**Brief**
Up to and including the line with "solid #fff;border-radius:50%;background:#1a73e8;box-shadow:0 0", restate every line of the records below word for word, from the first line on, leaving out the pictures.

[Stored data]
········
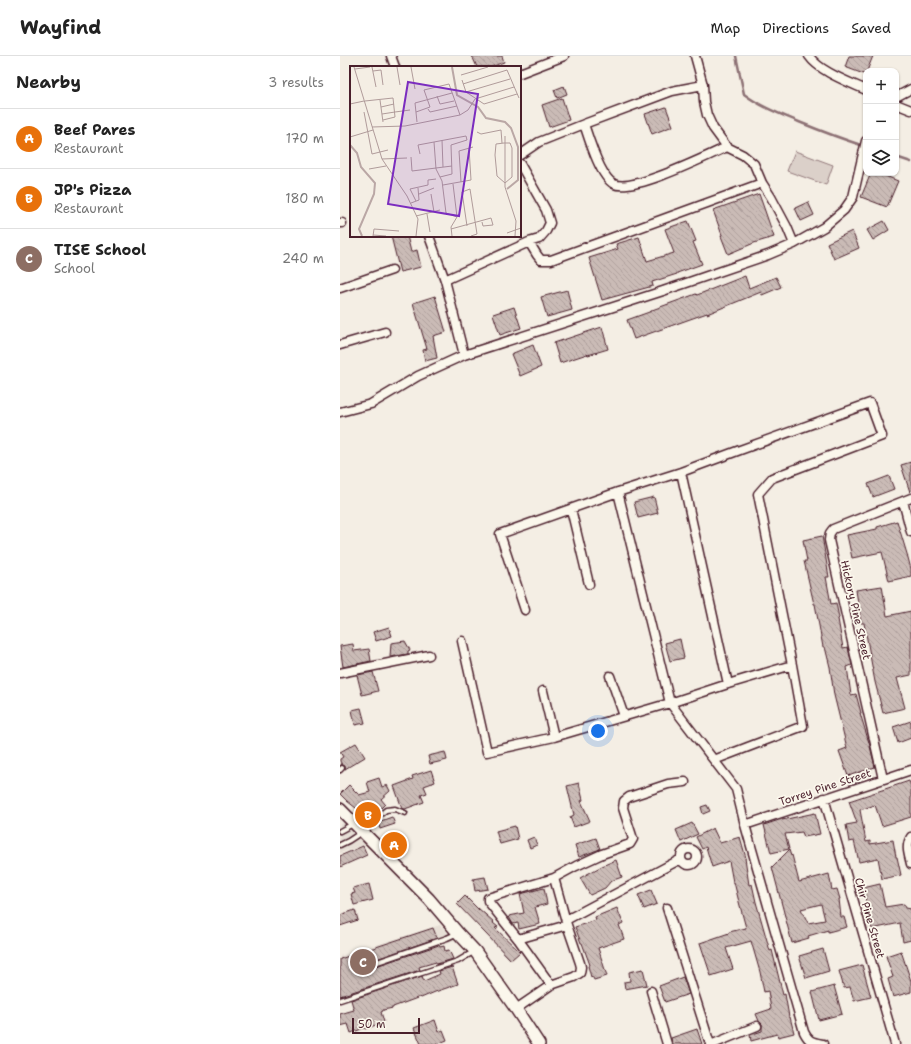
<!DOCTYPE html>
<meta charset="utf-8">
<style>
:root{--surface:#fff;--page:#f2f2f2;--text:#222;--muted:#767676;--line:#e0e0e0;--accent:#4a1f2b}
body{margin:0;font-family:"Shantell Sans",sans-serif;background:var(--page);color:var(--text)}
.controls{position:absolute;right:12px;top:12px;display:grid;overflow:hidden;border-radius:8px;box-shadow:0 1px 3px #0004}
.controls button{width:36px;height:36px;display:grid;place-items:center;padding:0;border:0;border-bottom:1px solid var(--line);background:var(--surface);color:var(--text);font:20px sans-serif}
.scale{position:absolute;left:12px;bottom:10px;width:68px;box-sizing:border-box;padding-left:4px;border:2px solid #4a1f2b;border-top:0;font-size:11px;line-height:14px;white-space:nowrap;color:#4a1f2b;-webkit-text-stroke:3px #fbf7ec;paint-order:stroke}
.you{position:absolute;left:258px;top:675px;width:14px;height:14px;margin:-10px;border:3px solid #fff;border-radius:50%;background:#1a73e8;box-shadow:0 0 0 6px #1a73e833}
.badge{display:grid;place-items:center;width:26px;height:26px;border-radius:50%;background:var(--accent);color:#fff;font-size:13px;font-weight:700}
.pin{position:absolute;translate:-50% -50%;border:2px solid #fff;box-shadow:0 1px 4px #0006}
.list{margin:0;padding:0;list-style:none}
h2{display:flex;justify-content:space-between;align-items:center;height:52px;margin:0;padding:0 16px;font-size:17px}
h2 small{font-size:13px;font-weight:400;color:var(--muted)}
.list li{display:grid;grid-template-columns:26px 1fr auto;gap:12px;align-items:center;box-sizing:border-box;height:60px;padding:0 16px;border-top:1px solid var(--line)}
.list b{display:block;font-size:15px;white-space:nowrap}
.list p{margin:0;font-size:13px;white-space:nowrap;color:var(--muted)}
.list em{font-size:13px;font-style:normal;color:var(--muted)}
.icon{flex:none;width:22px;height:22px;fill:none;stroke:currentColor;stroke-width:2;stroke-linecap:round;stroke-linejoin:round}
.map{position:relative;flex:none;width:571px;height:988px;overflow:hidden}
header{display:flex;align-items:center;gap:24px;box-sizing:border-box;height:56px;padding:0 20px;background:var(--surface);border-bottom:1px solid var(--line)}
header strong{font-size:19px}
nav{display:flex;gap:22px;margin-inline-start:auto;font-size:14px}
main{display:flex}
aside{flex:1;background:var(--surface)}
.map>svg:first-child{display:block}
</style>
<header>
<strong>Wayfind</strong>
<nav><a>Map</a><a>Directions</a><a>Saved</a></nav>
</header>
<main>
<aside>
<h2>Nearby<small>3 results</small></h2>
<ul class="list">
<li><span class="badge" style="background:#e8710a">A</span><div><b>Beef Pares</b><p>Restaurant</p></div><em>170 m</em></li>
<li><span class="badge" style="background:#e8710a">B</span><div><b>JP's Pizza</b><p>Restaurant</p></div><em>180 m</em></li>
<li><span class="badge" style="background:#8d6e63">C</span><div><b>TISE School</b><p>School</p></div><em>240 m</em></li>
</ul>
</aside>
<div class="map">
<svg width="571" height="988" viewBox="0 0 571 988">
<defs>
<pattern id="building-back-hatch" width="6" height="6" patternUnits="userSpaceOnUse"><rect width="6" height="6" fill="#cabbb6"/><path d="M-1 5l2 2M0 0l6 6M5-1l2 2" fill="none" stroke="#afa09d"/></pattern>
</defs>
<rect width="100%" height="100%" fill="#f4eee4"/>
<filter id="ink" filterUnits="userSpaceOnUse"><feTurbulence type="fractalNoise" baseFrequency=".025" numOctaves="2"/><feDisplacementMap in="SourceGraphic" scale="8" xChannelSelector="R" yChannelSelector="G"/><feConvolveMatrix kernelMatrix="1 2 1 2 8 2 1 2 1" color-interpolation-filters="sRGB"/></filter>
<g filter="url(#ink)">
<path fill="#e7dfd6" d="M4 767 28 788 0 797V768Z
M100 869 115 884 28 912 32 931 0 942V900Z"/>
<path fill="#dbd0c9" stroke="#92787a" d="M455 95 493 109 486 129 447 115Z"/>
<g fill="none" stroke-linecap="round" stroke-linejoin="round">
<path stroke="#8d7174" stroke-width="2.5" d="M396 0 404 38C421 51 440 58 459 66 481 75 502 83 524 90
M556 101 571 106"/>
</g>
<path fill="url(#building-back-hatch)" stroke="#4a1f2b" fill-rule="evenodd" d="M132 0H162L164 6 151 11H137Z
M509 0H533L527 15H526V19L505 11Z
M224 30 227 38 217 42 214 34Z
M222 42 229 64 209 71 202 49Z
M326 51 333 70 312 78 305 58Z
M531 117H538L558 125 547 151 521 141Z
M419 138 425 155 434 181 414 187 388 198 381 180 382 179 373 154Z
M468 146 474 159 461 165 455 152Z
M348 165 356 185 353 186 362 208 337 217V218L312 226 313 230 262 244 249 202 278 193 276 188 299 181 307 205 334 197 325 173Z
M544 165 549 174 533 184 527 174Z
M512 175 519 192 494 203 487 187Z
M51 180H67L71 196 77 194 81 211 60 216Z
M405 220 409 232 436 221 441 231 422 239 421 236 367 258V257L294 283 287 264 312 255V254L356 238 357 239Z
M227 234 232 254 207 261 201 241Z
M95 240 106 276 93 280 97 302 85 305 83 294 87 293 73 247Z
M174 251 181 272 160 279 153 258Z
M262 271 268 293 248 299 247 298 220 307 214 287Z
M193 289 201 311 180 320 171 298Z
M571 406V435L570 436 561 409Z
M549 420 554 433 533 441 528 428Z
M314 441 318 457 298 462 294 446Z
M557 465 567 498 571 513V520L549 525 542 496 512 502 507 479 537 473V471Z
M482 480 489 521H486L491 548 496 547 499 562 498 563 503 592 508 591 512 609 507 611 511 639 516 638 521 657H520L530 690 535 711 508 720 499 695 507 692 494 639 490 611 485 591H483L475 548H474L464 505H467L463 484Z
M542 530 547 560 571 555V619L557 622 565 652 543 657 535 626 524 567H521L516 534Z
M49 571 52 580 36 585 33 576Z
M340 583 344 602 330 605 325 587Z
M65 585 70 594 68 595V598L50 601 51 587Z
M13 588 14 595 29 593 31 605 3 611 0 590Z
M33 616 38 635 22 639 17 619Z
M21 652 25 667 15 669 12 654Z
M571 665V682L558 687 553 671Z
M16 687 25 701 5 713V710L2 709 0 705V703L3 701 0 696Z
M105 696 107 704 90 708 88 700Z
M91 714 95 726 84 730 87 737 81 739 84 746 65 753 62 752 54 730 73 723 72 720Z
M39 722 42 731 47 729 50 735 41 743 45 748 30 763 7 745 0 738 9 729 19 739 30 736 27 726Z
M569 725 571 731V761L542 770 535 749 520 754 526 786 530 785V788L553 784 556 801H557L561 819 542 823 538 802 519 806 514 785 509 786 506 769 517 767 509 745Z
M239 727 243 744 241 745 250 765 234 771 230 761 234 759 227 730Z
M367 749 370 755 363 758 361 751Z
M475 757 480 778 464 781 462 776 445 778 449 793 431 797 424 769 442 763V764Z
M52 761 55 768 40 773 38 766Z
M352 767 358 778 341 786 336 774Z
M175 770 178 783 160 788 156 775Z
M373 772 380 787 400 781 406 802H405L409 829 412 828 416 846 430 895 432 894 443 939 445 938 449 961H450L454 977 438 981 437 978 411 985 410 979 422 975V968L419 965 416 958 431 953 428 935 424 936 420 916 411 885 386 892 393 913 371 920 360 887 389 877V876L406 872 399 846 394 826H393L389 805 372 811 366 791 362 793 356 781Z
M194 781 197 789 190 792 187 784Z
M256 782 260 793 239 801 235 789Z
M55 784 60 789 52 795 48 789Z
M23 790 27 799 0 811V800Z
M449 794 451 800 452 799 459 826 489 818 492 834 497 833 500 843H499L501 861H504L507 871 488 876V874L468 880 469 882 452 887 432 811ZM481 848 485 864 468 867 461 853Z
M276 804 282 821 271 825 265 832 250 839 240 822 262 810Z
M145 821 148 833 135 835 133 823Z
M29 828 33 844 14 849 11 838 15 837 13 832Z
M540 828 545 851 564 848 566 852 571 853V884L563 886 560 867 532 873 523 832Z
M204 832 207 848 195 851 200 868 179 873 178 867 173 868 170 863 169 860 184 857 180 838Z
M311 834 317 848 304 853 298 839Z
M125 840 139 854 138 852 154 866 153 867 158 871 155 872 180 896 171 904 117 848Z
M277 852 283 867 279 869 284 883 258 892 267 920 254 924 252 920 251 921 248 910 250 909 242 887H241L235 871 256 864 255 861Z
M15 854 18 864 0 870V859Z
M93 872 97 882 22 908 20 910V912L22 914H24L99 889 100 891 104 890 105 895 109 894 113 903 97 908 96 906 79 911 80 914 0 940V903Z
M483 893 489 915 466 922 459 900Z
M561 895 571 925V936L553 941 548 923 553 921 546 900Z
M522 909 531 941 514 945 510 931 504 932 499 915Z
M112 911 118 928 95 936 81 942 80 941 53 951V952L43 954V955L41 956 44 966 36 969 25 973 24 972 11 977 8 968 0 970V958L14 954 11 944 82 920 84 925 100 918 99 915Z
M303 913 307 929 285 933 284 926 290 925 289 916Z
M343 921 349 938 325 946 319 930Z
M494 930 502 958 479 964 472 936Z
M95 964 99 976 103 974 107 984 97 988H81L74 972Z
M357 973 362 988H332L331 982Z"/>
<g fill="none" stroke-linecap="round" stroke-linejoin="round">
<defs>
<path id="service" d="M0 714 2 712
M0 775 13 768
M0 789C20 781 30 766 46 754L55 753 65 757
M23 911 107 882 118 877
M0 944 118 905 135 895"/>
<path id="minor" d="M51 0 55 11
M355 0 363 29 364 46 367 59 373 72 387 91 403 99 414 108 422 127 431 141 447 171 454 188
M469 0C480 16 509 26 526 34
M180 17 224 0
M556 41 571 33
M556 48 571 54
M244 68C249 83 260 121 274 128 293 137 367 100 387 91
M180 99 199 86 244 68 332 35 363 29
M0 167H2
M89 180 105 224 124 299
M189 186 197 199 201 204H211L422 127
M105 224 189 186 199 183 206 175 210 167 206 154 180 108
M0 232 52 214
M0 289 45 276
M0 356 31 348 78 320 124 299 323 235 428 199 454 188 484 171 504 154 513 141 526 85
M341 416 388 628
M278 436 330 647 396 733 405 769 464 976C469 986 472 986 483 988
M563 445 571 476
M231 453 249 528
M185 554 160 478 278 436 341 416 400 394 530 347 542 380 432 422 418 438 452 609 463 670 374 704
M122 585 147 696 214 681 330 647 388 628 452 609
M0 617 89 599
M270 620 284 660
M203 635 214 681
M543 723 489 484 490 477 493 473 571 442
M484 742 555 988
M405 769 571 714
M571 781C565 790 569 799 571 808
M341 801a8 8 0 1 1 16 0a8 8 0 1 1-16 0Z
M327 852 370 988
M226 864 341 803
M178 883 227 869
M211 929 178 883 148 845V842L214 822 236 810 262 798 290 788 293 783 283 752 284 745 289 741 328 728 345 726
M311 935 327 988
M176 953 211 929 234 921 240 917 241 911 240 907 227 869 214 822
M373 988 417 970"/>
<path id="secondary" d="M0 753 89 843 118 877 135 895 176 953 199 988"/>
</defs>
<use href="#service" stroke="#4a1f2b" stroke-width="7"/>
<use href="#minor" stroke="#4a1f2b" stroke-width="11"/>
<use href="#secondary" stroke="#4a1f2b" stroke-width="14"/>
<use href="#service" stroke="#fbf7ec" stroke-width="4"/>
<use href="#minor" stroke="#fbf7ec" stroke-width="8"/>
<use href="#secondary" stroke="#fbf7ec" stroke-width="11"/>
</g>
</g>
<g text-anchor="middle" stroke-width="3.5" stroke-linejoin="round" paint-order="stroke">
<g font-size="11" fill="#4a1f2b" stroke="#fbf7ec">
<text transform="translate(516 554) rotate(77)" y="4">Hickory Pine Street</text>
<text transform="translate(485 731) rotate(-18)" y="4">Torrey Pine Street</text>
<text transform="translate(530 862) rotate(74)" y="4">Chir Pine Street</text>
</g>
</g>
<g transform="translate(10 10)">
<rect width="171" height="171" fill="#f4eee4"/>
<path fill="none" stroke="#baa7a5" stroke-width="2" d="M102 1 107 29 128 41 136 52 155 56 161 62 168 81V114L157 123M0 79 7 87 11 101 25 117 24 128 9 163 12 170"/>
<path fill="none" stroke="#b09b9a" stroke-width="1" d="M4 1 32 93 57 130 68 153 66 170M22 1 26 21M47 1 50 19M61 1 65 23M5 3 20 1M23 5 31 4 33 19M111 9 138 1M112 14 116 26 134 38 167 28M113 18 157 4 169 32M116 26 160 13M87 30 90 38 104 35M30 34 33 56M15 35 43 32 45 51 33 54M0 38 14 35M31 41 44 38M78 43 80 46 107 40M14 46 22 88 38 84M45 46 60 44M66 46 80 41 74 24 99 18 110 49M32 48 45 46M67 56 65 37 102 27M22 61 55 60 110 49 118 44 125 33 164 21M127 66 131 68 151 64 152 77M155 70V121L166 155 165 170M0 71 23 64M92 74 93 101M84 76 86 103 92 115 96 147 107 151M154 77H160L162 82V111L155 117 147 110 145 89 146 78ZM70 88 68 79 116 70 117 74 101 79 102 108 90 111M61 91 62 105 102 100M32 93 57 92M19 103 36 100M111 116 109 85 123 81M93 119 121 114 119 82M69 128 84 122M81 128 84 146M66 135 60 123 78 119V114L86 113M61 137 69 134 68 122M77 148 80 166M66 150 90 144M117 160 112 126 120 123 127 168 121 170M101 163 141 152 143 159 133 160 132 156M157 167 171 162M23 169 36 170M23 170 24 163 49 165M102 170 101 161 107 151 103 118"/>
<path fill="#7b2cbf" fill-opacity="0.15" stroke="#7b2cbf" stroke-width="2" d="M58 16 128 28 109 150 38 138Z"/>
<rect width="171" height="171" fill="none" stroke="#4a1f2b" stroke-width="2"/>
</g>
</svg>
<div class="controls">
<button>+</button>
<button>−</button>
<button><svg class="icon" aria-label="layers" viewBox="0 0 24 24"><path d="M12 4l9 5-9 5-9-5zM3 14l9 5 9-5"/></svg></button>
</div>
<div class="scale">50 m</div>
<div class="you"></div>
<div class="pin badge" style="left:54px;top:789px;background:#e8710a">A</div>
<div class="pin badge" style="left:28px;top:759px;background:#e8710a">B</div>
<div class="pin badge" style="left:23px;top:906px;background:#8d6e63">C</div>
</div>
</main>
········
**Your response**
<!DOCTYPE html>
<meta charset="utf-8">
<style>
:root{--surface:#fff;--page:#f2f2f2;--text:#222;--muted:#767676;--line:#e0e0e0;--accent:#4a1f2b}
body{margin:0;font-family:"Shantell Sans",sans-serif;background:var(--page);color:var(--text)}
.controls{position:absolute;right:12px;top:12px;display:grid;overflow:hidden;border-radius:8px;box-shadow:0 1px 3px #0004}
.controls button{width:36px;height:36px;display:grid;place-items:center;padding:0;border:0;border-bottom:1px solid var(--line);background:var(--surface);color:var(--text);font:20px sans-serif}
.scale{position:absolute;left:12px;bottom:10px;width:68px;box-sizing:border-box;padding-left:4px;border:2px solid #4a1f2b;border-top:0;font-size:11px;line-height:14px;white-space:nowrap;color:#4a1f2b;-webkit-text-stroke:3px #fbf7ec;paint-order:stroke}
.you{position:absolute;left:258px;top:675px;width:14px;height:14px;margin:-10px;border:3px solid #fff;border-radius:50%;background:#1a73e8;box-shadow:0 0 0 6px #1a73e833}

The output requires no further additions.